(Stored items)
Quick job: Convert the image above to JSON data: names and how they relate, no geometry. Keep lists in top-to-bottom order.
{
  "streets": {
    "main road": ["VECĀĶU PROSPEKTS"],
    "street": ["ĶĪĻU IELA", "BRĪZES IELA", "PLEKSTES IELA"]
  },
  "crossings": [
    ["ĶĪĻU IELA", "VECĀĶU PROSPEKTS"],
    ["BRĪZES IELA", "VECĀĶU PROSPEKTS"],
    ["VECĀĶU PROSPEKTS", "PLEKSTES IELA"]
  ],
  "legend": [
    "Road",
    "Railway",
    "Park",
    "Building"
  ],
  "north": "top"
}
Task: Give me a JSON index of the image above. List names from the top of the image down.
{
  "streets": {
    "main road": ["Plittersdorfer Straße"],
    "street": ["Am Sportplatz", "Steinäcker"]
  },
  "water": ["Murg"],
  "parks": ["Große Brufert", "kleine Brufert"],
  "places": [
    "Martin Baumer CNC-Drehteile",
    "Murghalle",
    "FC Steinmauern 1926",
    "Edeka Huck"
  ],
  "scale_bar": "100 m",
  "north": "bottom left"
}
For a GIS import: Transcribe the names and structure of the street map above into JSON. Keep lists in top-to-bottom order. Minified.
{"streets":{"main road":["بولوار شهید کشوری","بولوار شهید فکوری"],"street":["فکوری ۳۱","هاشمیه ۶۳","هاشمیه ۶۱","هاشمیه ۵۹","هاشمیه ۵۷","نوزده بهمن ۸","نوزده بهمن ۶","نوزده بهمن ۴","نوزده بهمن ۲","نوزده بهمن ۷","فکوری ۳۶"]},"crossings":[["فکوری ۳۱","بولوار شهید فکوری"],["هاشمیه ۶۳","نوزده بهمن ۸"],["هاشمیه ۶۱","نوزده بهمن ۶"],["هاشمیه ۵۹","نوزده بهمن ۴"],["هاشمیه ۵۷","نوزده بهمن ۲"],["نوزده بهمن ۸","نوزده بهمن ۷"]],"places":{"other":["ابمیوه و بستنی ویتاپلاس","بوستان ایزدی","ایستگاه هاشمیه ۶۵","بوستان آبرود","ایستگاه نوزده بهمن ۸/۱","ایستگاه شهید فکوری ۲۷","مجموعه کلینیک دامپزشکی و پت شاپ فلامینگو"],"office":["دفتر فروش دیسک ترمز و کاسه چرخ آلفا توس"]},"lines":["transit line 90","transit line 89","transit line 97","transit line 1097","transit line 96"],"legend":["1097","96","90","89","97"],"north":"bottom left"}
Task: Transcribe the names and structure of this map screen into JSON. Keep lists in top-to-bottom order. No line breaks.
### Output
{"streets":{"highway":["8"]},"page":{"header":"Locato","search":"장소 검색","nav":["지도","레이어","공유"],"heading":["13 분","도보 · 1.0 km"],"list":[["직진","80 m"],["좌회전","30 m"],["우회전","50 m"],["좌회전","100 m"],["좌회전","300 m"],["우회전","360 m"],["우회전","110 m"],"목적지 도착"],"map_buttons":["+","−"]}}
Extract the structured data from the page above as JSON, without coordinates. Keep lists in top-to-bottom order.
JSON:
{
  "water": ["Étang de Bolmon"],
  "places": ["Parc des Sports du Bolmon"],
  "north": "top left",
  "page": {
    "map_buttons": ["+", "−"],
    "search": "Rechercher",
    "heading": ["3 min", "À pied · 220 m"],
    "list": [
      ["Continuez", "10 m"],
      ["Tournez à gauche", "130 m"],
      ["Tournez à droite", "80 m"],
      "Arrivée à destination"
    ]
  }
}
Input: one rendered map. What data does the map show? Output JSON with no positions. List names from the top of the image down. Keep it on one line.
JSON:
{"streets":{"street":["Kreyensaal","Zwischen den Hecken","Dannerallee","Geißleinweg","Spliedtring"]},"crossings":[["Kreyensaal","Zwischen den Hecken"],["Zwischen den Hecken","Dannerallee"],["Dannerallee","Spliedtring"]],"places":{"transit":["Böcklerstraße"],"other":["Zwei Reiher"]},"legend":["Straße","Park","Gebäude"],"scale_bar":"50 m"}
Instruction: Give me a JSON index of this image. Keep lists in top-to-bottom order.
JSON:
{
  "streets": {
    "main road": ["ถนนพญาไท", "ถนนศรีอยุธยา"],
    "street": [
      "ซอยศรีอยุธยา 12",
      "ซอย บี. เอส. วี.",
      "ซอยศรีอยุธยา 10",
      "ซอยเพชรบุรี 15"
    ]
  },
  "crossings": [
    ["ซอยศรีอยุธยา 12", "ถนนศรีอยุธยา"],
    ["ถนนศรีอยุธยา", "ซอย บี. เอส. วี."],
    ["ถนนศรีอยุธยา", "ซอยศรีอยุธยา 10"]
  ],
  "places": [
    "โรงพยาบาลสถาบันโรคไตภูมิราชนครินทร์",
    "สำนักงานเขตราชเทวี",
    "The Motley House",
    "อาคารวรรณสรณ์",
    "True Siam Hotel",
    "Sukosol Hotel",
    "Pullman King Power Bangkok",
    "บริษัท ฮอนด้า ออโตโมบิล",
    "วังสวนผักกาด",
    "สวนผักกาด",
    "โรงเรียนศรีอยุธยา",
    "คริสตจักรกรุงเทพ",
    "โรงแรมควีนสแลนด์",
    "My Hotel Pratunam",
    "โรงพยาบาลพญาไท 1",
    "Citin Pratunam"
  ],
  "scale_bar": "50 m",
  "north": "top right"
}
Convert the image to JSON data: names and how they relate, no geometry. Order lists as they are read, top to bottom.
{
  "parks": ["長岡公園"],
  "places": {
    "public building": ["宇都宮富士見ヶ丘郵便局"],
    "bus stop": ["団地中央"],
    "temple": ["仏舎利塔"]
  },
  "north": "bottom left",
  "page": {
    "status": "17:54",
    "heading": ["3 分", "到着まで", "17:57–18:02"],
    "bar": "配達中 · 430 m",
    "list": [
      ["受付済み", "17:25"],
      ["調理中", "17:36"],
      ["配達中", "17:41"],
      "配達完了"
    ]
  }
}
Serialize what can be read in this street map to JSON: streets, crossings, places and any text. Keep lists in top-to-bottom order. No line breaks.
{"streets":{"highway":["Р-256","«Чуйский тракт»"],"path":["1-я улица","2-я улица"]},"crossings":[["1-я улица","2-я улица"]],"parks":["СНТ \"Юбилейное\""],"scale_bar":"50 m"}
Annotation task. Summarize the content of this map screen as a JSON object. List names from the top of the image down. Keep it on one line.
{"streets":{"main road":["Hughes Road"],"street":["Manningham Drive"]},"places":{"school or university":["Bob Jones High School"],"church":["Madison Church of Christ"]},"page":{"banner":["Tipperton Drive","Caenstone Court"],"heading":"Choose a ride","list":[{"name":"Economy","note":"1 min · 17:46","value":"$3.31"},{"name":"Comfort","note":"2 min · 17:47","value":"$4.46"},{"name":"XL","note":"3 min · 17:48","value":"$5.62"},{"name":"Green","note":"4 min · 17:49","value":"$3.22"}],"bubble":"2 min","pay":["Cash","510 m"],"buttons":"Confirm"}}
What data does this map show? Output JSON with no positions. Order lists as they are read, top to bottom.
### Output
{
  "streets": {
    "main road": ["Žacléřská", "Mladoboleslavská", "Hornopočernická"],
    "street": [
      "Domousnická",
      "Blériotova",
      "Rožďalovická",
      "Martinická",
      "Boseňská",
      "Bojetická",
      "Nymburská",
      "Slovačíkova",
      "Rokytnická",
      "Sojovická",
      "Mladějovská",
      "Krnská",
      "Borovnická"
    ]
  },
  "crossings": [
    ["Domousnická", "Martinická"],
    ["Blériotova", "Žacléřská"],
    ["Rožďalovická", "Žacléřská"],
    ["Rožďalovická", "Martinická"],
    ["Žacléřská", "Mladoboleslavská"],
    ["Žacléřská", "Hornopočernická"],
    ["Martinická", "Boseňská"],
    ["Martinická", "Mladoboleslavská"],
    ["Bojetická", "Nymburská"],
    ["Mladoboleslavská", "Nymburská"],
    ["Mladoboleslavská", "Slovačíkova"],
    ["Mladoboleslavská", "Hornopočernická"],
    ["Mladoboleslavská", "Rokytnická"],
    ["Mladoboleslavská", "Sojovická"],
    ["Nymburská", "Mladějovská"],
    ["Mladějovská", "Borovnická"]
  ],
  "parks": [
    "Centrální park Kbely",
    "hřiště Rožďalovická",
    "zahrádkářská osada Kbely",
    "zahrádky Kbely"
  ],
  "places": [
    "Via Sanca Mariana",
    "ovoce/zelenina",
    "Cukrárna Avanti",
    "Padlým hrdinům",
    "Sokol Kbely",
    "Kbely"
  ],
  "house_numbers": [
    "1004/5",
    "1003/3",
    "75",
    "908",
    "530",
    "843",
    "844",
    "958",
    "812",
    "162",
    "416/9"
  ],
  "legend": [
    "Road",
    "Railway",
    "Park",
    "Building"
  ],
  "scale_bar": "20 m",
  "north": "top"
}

*Task details*
Repeat the entries above verbatim, but only from the line that has "Serialize what can" down to the line that has "What data does this", inclusive.

*Solution to this problem*
Serialize what can be read in this street map to JSON: streets, crossings, places and any text. Keep lists in top-to-bottom order. No line breaks.
{"streets":{"highway":["Р-256","«Чуйский тракт»"],"path":["1-я улица","2-я улица"]},"crossings":[["1-я улица","2-я улица"]],"parks":["СНТ \"Юбилейное\""],"scale_bar":"50 m"}
Annotation task. Summarize the content of this map screen as a JSON object. List names from the top of the image down. Keep it on one line.
{"streets":{"main road":["Hughes Road"],"street":["Manningham Drive"]},"places":{"school or university":["Bob Jones High School"],"church":["Madison Church of Christ"]},"page":{"banner":["Tipperton Drive","Caenstone Court"],"heading":"Choose a ride","list":[{"name":"Economy","note":"1 min · 17:46","value":"$3.31"},{"name":"Comfort","note":"2 min · 17:47","value":"$4.46"},{"name":"XL","note":"3 min · 17:48","value":"$5.62"},{"name":"Green","note":"4 min · 17:49","value":"$3.22"}],"bubble":"2 min","pay":["Cash","510 m"],"buttons":"Confirm"}}
What data does this map show? Output JSON with no positions. Order lists as they are read, top to bottom.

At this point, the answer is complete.